**Work to complete**
Transcribe the full listing without changing a word, and omit its pictures.

**Source material**

◇ ◇ ◇

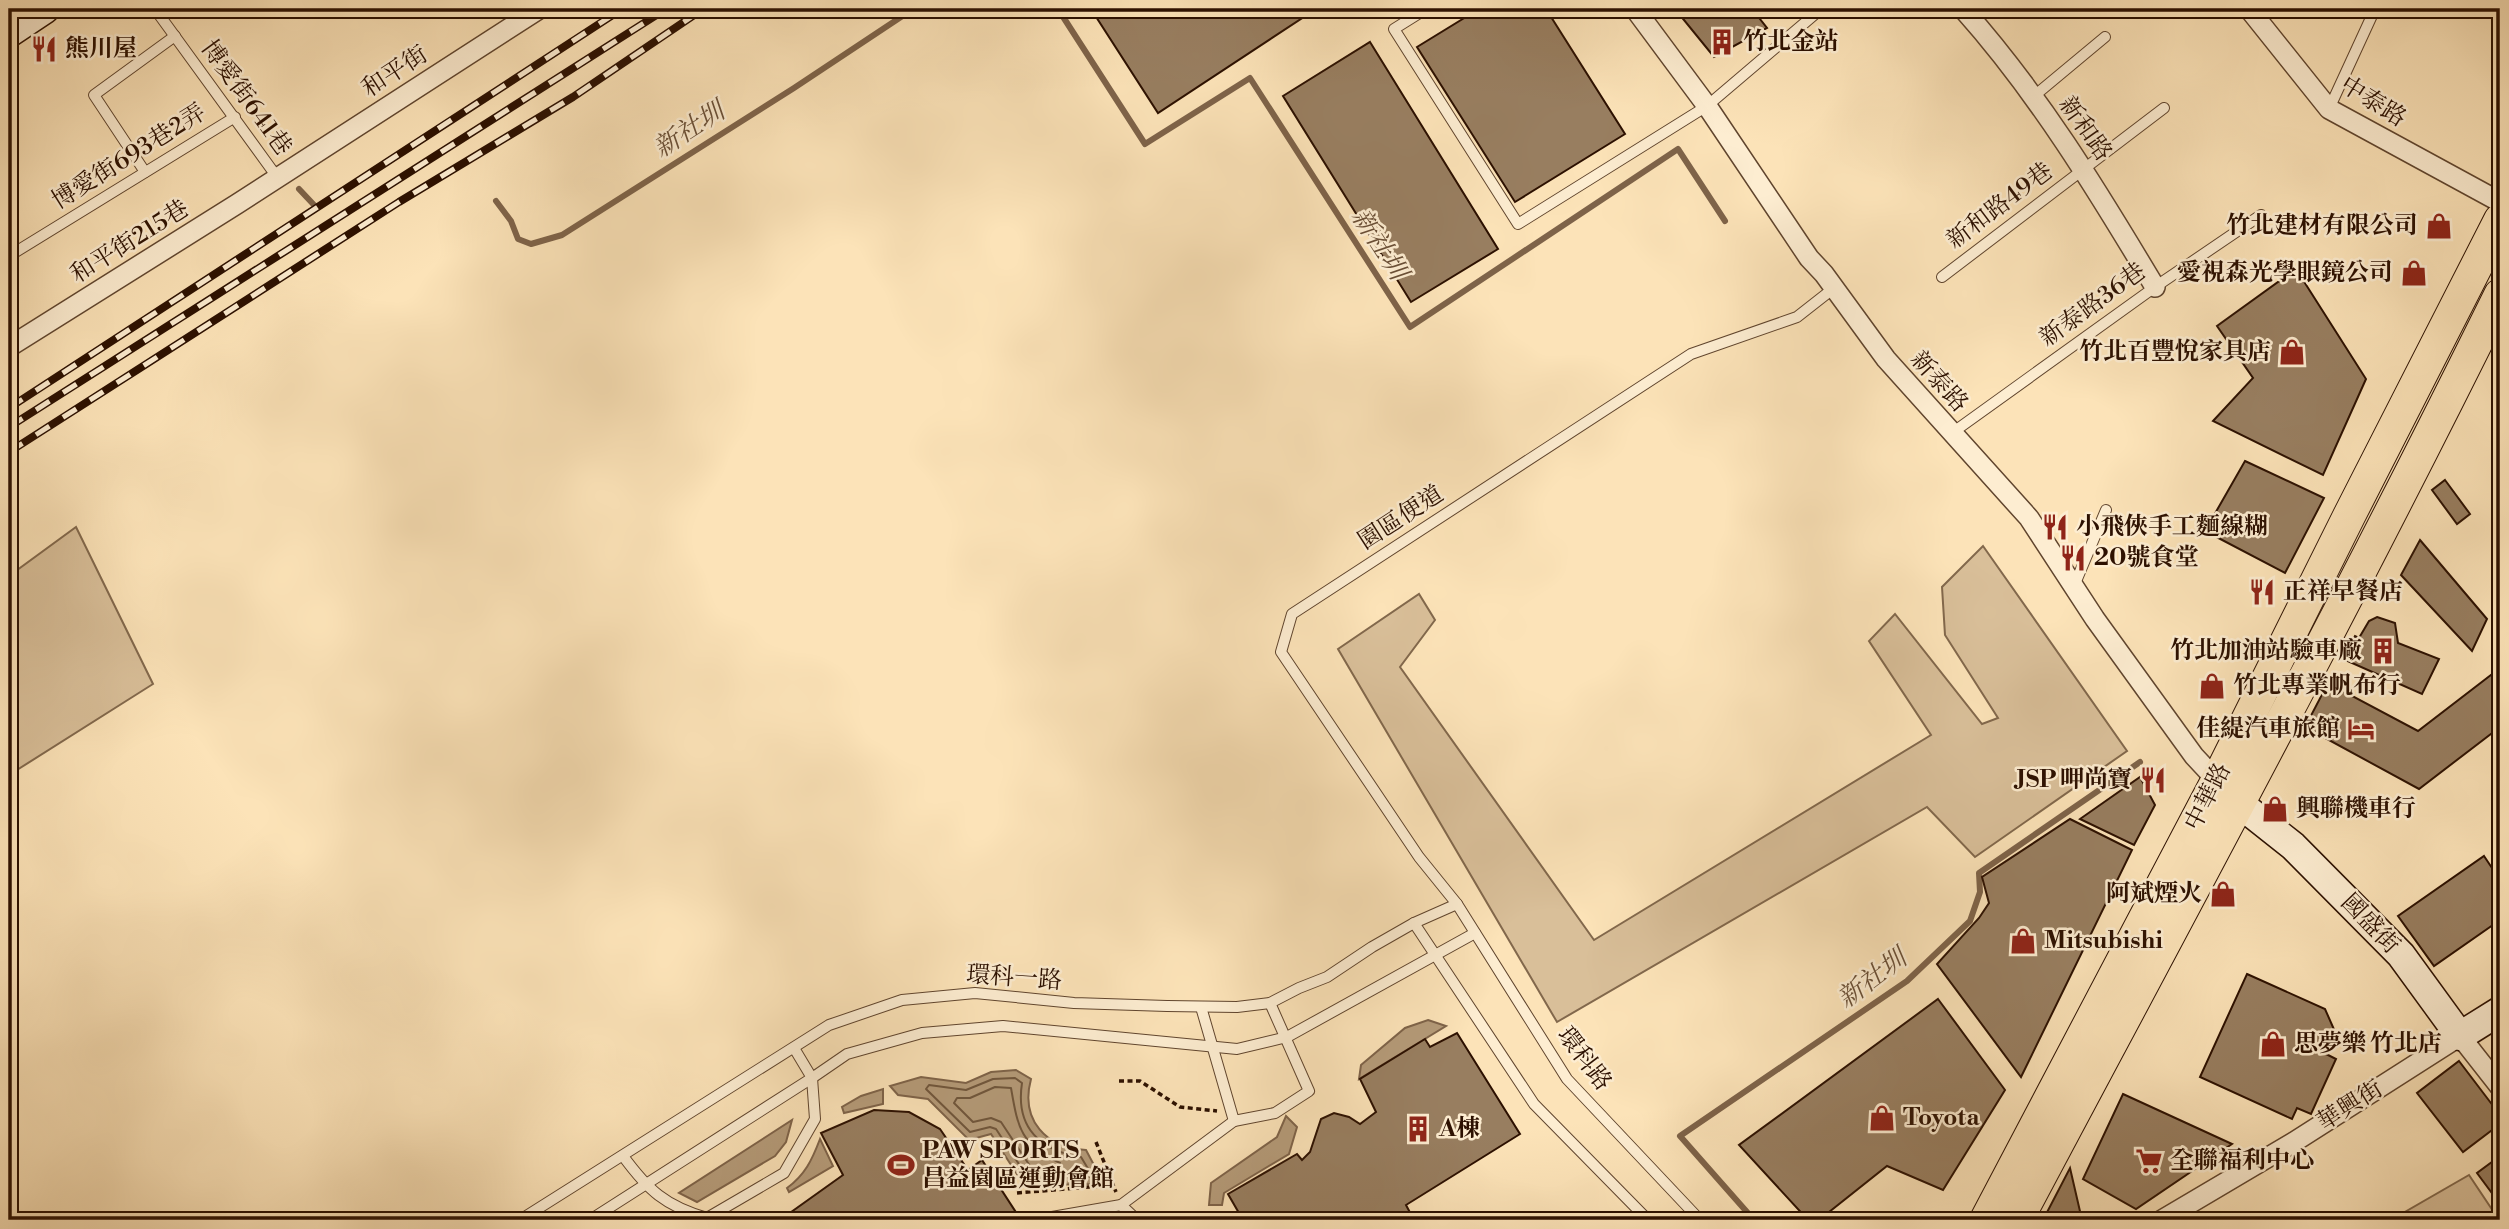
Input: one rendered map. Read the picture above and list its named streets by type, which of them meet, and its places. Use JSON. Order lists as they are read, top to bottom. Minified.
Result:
{"streets":{"main road":["中華路"],"street":["和平街","中泰路","新和路","和平街215巷","新泰路","國盛街","華興街"],"lane":["博愛街641巷","博愛街693巷2弄","新和路49巷","新泰路36巷","園區便道","環科一路","環科路"]},"crossings":[["和平街","博愛街641巷"],["和平街","和平街215巷"],["博愛街641巷","博愛街693巷2弄"],["博愛街641巷","和平街215巷"],["新和路","新和路49巷"],["新和路","新泰路36巷"],["新泰路36巷","新泰路"],["新泰路","園區便道"],["新泰路","中華路"],["新泰路","國盛街"],["園區便道","環科一路"],["園區便道","環科路"],["中華路","國盛街"],["國盛街","華興街"],["環科一路","環科路"]],"water":["新社圳"],"places":{"building":["竹北金站","竹北加油站驗車廠","A棟"],"restaurant":["熊川屋","小飛俠手工麵線糊","20號食堂","正祥早餐店","JSP 呷尚寶"],"shop":["竹北建材有限公司","愛視森光學眼鏡公司","竹北百豐悅家具店","竹北專業帆布行","興聯機車行","阿斌煙火","Mitsubishi","思夢樂 竹北店","Toyota"],"hotel":["佳緹汽車旅館"],"supermarket":["全聯福利中心"],"sports":["PAW SPORTS 昌益園區運動會館"]}}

◇ ◇ ◇

**Solved problem**
Input: one rendered map. Read the picture above and list its named streets by type, which of them meet, and its places. Use JSON. Order lists as they are read, top to bottom. Minified.
Result:
{"streets":{"main road":["中華路"],"street":["和平街","中泰路","新和路","和平街215巷","新泰路","國盛街","華興街"],"lane":["博愛街641巷","博愛街693巷2弄","新和路49巷","新泰路36巷","園區便道","環科一路","環科路"]},"crossings":[["和平街","博愛街641巷"],["和平街","和平街215巷"],["博愛街641巷","博愛街693巷2弄"],["博愛街641巷","和平街215巷"],["新和路","新和路49巷"],["新和路","新泰路36巷"],["新泰路36巷","新泰路"],["新泰路","園區便道"],["新泰路","中華路"],["新泰路","國盛街"],["園區便道","環科一路"],["園區便道","環科路"],["中華路","國盛街"],["國盛街","華興街"],["環科一路","環科路"]],"water":["新社圳"],"places":{"building":["竹北金站","竹北加油站驗車廠","A棟"],"restaurant":["熊川屋","小飛俠手工麵線糊","20號食堂","正祥早餐店","JSP 呷尚寶"],"shop":["竹北建材有限公司","愛視森光學眼鏡公司","竹北百豐悅家具店","竹北專業帆布行","興聯機車行","阿斌煙火","Mitsubishi","思夢樂 竹北店","Toyota"],"hotel":["佳緹汽車旅館"],"supermarket":["全聯福利中心"],"sports":["PAW SPORTS 昌益園區運動會館"]}}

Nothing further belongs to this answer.